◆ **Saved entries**
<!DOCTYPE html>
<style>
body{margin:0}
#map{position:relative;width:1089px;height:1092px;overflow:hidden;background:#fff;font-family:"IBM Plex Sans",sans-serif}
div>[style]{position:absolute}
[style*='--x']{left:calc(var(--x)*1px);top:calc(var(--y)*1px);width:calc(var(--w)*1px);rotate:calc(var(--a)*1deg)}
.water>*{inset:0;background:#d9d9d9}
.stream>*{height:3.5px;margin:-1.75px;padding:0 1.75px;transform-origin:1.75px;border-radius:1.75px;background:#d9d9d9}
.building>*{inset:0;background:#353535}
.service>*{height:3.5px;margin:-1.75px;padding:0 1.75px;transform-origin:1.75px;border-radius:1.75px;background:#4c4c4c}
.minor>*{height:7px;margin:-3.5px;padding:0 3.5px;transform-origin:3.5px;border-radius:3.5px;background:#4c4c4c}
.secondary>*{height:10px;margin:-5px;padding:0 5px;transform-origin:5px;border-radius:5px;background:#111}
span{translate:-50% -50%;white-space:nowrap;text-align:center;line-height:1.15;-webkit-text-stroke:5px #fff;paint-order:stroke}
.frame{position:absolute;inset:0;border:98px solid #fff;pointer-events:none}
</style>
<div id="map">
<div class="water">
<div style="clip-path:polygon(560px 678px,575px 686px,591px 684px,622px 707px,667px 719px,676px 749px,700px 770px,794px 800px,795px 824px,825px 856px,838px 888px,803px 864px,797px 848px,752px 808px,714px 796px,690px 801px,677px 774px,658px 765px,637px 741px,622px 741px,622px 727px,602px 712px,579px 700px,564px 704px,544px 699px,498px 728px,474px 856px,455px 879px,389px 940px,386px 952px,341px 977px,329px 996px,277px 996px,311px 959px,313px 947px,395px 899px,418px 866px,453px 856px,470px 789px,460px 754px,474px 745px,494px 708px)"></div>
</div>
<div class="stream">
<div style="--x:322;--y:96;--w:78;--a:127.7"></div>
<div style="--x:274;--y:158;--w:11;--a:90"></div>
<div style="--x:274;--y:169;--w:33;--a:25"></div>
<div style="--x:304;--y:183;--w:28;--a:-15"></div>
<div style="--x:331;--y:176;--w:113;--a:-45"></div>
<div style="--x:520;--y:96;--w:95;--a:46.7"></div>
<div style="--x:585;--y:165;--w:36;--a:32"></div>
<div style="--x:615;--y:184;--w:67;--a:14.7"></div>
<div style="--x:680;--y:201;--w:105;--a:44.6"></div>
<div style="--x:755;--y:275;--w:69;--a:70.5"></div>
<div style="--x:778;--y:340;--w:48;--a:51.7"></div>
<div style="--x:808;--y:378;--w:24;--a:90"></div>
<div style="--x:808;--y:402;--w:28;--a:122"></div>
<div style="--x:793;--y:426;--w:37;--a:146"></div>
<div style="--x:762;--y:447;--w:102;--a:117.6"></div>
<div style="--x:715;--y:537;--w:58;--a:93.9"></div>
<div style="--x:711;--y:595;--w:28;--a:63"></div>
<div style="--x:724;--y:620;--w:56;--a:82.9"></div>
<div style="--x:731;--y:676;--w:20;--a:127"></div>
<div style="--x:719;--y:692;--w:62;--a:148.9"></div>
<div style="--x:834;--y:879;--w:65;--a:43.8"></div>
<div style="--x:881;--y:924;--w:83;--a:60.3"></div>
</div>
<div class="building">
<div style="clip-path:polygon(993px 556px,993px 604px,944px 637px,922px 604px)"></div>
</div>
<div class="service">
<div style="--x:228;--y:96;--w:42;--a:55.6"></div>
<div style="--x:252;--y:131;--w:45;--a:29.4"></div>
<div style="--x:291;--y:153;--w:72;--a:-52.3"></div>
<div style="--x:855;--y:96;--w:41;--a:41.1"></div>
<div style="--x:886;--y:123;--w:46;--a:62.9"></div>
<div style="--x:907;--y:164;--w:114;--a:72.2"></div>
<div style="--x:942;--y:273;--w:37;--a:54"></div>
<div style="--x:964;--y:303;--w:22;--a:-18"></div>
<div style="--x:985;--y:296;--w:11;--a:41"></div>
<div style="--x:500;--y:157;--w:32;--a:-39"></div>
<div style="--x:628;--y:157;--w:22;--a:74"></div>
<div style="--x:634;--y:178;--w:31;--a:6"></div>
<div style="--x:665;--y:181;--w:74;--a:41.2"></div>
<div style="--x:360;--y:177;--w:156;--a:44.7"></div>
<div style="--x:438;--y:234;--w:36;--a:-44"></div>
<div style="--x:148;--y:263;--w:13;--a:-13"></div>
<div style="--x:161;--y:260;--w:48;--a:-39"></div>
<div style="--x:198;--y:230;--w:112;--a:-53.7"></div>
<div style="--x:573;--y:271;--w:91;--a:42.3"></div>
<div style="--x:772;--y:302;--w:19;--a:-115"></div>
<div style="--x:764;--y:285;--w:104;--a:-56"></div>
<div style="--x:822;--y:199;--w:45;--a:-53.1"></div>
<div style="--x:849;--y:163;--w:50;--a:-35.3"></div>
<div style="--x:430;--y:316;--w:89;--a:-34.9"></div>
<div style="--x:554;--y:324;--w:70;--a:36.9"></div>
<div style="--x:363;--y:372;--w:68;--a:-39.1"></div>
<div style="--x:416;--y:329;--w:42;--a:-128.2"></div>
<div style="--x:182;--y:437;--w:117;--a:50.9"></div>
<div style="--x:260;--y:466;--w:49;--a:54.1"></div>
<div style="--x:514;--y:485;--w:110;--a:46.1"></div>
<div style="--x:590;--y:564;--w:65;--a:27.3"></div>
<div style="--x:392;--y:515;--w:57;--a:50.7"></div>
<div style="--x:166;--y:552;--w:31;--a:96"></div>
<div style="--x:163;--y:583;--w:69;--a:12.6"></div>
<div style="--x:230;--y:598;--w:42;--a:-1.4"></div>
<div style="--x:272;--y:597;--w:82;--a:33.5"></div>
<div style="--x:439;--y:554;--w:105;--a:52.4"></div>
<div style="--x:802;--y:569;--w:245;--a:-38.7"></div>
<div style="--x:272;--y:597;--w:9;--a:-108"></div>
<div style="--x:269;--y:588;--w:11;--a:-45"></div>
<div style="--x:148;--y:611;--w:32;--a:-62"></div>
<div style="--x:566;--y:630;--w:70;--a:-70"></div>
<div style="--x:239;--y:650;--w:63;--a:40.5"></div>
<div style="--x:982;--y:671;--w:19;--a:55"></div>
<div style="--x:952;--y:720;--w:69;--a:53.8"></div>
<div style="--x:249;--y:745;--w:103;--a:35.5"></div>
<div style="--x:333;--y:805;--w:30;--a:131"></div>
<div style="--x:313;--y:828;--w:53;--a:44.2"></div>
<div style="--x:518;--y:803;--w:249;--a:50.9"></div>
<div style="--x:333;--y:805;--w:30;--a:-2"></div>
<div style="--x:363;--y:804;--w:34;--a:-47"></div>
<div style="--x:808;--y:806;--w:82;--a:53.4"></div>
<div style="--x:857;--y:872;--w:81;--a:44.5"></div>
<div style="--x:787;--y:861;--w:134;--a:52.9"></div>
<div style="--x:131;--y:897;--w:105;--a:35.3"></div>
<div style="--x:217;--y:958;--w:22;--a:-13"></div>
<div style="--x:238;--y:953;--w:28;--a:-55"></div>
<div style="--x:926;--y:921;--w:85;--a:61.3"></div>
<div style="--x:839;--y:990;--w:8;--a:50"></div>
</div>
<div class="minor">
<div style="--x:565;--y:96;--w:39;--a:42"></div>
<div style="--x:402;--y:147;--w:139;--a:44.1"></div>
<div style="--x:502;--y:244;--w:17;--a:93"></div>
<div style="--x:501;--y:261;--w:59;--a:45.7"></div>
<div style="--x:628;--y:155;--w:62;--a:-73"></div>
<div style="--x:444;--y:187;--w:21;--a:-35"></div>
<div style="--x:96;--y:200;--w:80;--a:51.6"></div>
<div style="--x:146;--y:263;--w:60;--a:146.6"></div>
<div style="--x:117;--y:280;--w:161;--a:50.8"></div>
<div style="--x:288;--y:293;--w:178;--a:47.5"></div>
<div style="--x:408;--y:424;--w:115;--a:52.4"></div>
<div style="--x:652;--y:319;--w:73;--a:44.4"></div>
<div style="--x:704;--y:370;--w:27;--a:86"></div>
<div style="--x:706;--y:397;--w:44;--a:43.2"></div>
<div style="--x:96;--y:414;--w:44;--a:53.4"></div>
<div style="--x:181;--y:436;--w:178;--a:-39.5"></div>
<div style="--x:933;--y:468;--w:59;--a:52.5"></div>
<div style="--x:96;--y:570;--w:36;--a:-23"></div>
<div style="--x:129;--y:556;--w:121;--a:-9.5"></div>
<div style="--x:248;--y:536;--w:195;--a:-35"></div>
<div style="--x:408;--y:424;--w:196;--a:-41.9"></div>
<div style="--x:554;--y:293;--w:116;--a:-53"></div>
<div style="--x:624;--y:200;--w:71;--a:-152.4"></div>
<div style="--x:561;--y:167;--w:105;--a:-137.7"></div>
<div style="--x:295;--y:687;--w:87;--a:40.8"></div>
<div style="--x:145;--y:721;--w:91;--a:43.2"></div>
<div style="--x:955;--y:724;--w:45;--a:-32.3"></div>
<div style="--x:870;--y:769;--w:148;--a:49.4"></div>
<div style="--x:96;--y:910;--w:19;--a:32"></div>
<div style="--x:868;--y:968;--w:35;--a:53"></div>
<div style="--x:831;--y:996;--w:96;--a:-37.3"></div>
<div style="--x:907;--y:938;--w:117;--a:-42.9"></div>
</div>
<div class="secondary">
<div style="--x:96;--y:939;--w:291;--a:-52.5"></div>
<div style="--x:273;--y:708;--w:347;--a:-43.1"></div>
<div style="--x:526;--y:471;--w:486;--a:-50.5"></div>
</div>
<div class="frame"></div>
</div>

◆ **Task description**
Once you have identified the lines above that contain "class", copy each of them.

◆ **Output for this exercise**
<div class="water">
<div class="stream">
<div class="building">
<div class="service">
<div class="minor">
<div class="secondary">
<div class="frame"></div>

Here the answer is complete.